"Without Elvis, we were nothing" -- John Lennon.
"Nothing really affected me until I heard Elvis. If there hadn't been an Elvis, there wouldn't have been the Beatles," Lennon also once said.
Even before the Beatles met Elvis in 1965, they were big fans. The Beatles (and in the days before the group used that name) covered several Presley songs on stage. "I Got a Woman" (sung by Lennon) "All Shook Up" (McCartney), "Blue Moon of Kentucky" (McCartney), "Hound Dog" (Lennon) "Jailhouse Rock" (Lennon) and "Love Me Tender" (Stu Sutcliffe) were just some of the songs done in the years before 1964.

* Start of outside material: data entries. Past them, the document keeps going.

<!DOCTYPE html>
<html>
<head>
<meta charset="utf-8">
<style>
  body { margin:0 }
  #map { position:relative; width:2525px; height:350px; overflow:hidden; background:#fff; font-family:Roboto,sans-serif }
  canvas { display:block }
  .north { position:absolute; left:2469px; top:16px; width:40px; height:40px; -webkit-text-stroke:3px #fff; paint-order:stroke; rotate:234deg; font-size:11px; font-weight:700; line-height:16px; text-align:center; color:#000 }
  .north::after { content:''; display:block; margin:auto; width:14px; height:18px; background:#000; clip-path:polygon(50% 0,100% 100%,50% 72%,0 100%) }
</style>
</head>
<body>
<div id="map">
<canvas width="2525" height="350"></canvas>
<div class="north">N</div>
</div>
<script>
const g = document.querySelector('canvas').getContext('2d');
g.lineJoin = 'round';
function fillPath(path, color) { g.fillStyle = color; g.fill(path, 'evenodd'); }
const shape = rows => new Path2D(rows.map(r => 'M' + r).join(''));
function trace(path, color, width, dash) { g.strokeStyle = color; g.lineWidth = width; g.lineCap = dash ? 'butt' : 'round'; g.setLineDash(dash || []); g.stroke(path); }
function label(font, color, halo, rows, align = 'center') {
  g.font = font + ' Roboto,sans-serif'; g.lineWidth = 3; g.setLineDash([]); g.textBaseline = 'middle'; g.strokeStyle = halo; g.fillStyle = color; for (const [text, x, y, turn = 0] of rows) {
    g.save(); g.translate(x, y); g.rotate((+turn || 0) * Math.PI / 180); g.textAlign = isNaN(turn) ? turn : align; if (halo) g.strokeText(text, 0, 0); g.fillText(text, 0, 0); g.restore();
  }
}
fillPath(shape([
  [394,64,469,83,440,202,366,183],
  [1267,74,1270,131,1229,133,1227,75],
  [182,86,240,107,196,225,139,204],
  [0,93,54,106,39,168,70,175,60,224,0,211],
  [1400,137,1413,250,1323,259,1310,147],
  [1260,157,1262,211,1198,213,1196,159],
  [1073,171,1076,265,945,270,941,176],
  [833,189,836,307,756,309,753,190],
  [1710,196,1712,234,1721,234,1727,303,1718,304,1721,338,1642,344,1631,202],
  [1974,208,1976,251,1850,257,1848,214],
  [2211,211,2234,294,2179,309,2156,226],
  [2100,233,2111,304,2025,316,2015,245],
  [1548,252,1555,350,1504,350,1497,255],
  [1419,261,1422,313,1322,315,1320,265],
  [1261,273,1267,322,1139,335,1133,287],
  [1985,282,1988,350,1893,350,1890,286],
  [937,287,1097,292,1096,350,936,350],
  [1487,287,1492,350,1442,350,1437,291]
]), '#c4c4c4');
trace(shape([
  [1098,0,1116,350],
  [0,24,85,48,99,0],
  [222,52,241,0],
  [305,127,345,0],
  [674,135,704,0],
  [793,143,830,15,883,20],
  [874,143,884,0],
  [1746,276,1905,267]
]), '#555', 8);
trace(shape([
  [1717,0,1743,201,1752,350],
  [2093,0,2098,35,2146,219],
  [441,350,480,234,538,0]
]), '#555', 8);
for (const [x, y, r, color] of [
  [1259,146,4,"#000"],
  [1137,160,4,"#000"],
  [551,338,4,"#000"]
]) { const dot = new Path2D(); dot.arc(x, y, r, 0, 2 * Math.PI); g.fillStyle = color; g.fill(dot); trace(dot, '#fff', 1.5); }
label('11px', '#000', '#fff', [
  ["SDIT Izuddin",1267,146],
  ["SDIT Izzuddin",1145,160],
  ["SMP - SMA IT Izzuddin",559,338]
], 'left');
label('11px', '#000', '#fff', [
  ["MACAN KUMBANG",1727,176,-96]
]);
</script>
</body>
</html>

But when the rock summit finally took place, it was somewhat of a anti-climax, for at least one observer, Ringo Starr. He later recalled the meeting. "I was pretty excited. We were lucky because it was the four of us and we had each other to be with. The house was very big. We walked in, and Elvis was sitting down on a settee in front of the TV. He was playing a bass guitar, which even to this day I find very strange. He had all his guys around him, and we said, 'Hi, Elvis.' He was pretty shy, and we were a little shy, but between the five of us we kept it rolling. I felt I was more thrilled to meet him than he was to meet me."
Joe Esposito and Jerry Schilling, two members of Elvis' Memphis Mafia, and Priscilla Presley, Elvis' ex-wife, describe the meeting on this Elvis fan page. One of the very little pieces of photographic evidence of the meeting is also there. If any audio of the night survives -- there was supposedly a jam session -- it has never surfaced.
Too bad.
By the way, Elvis Presley would have turned 74 this year. As the King would have said, "Too much."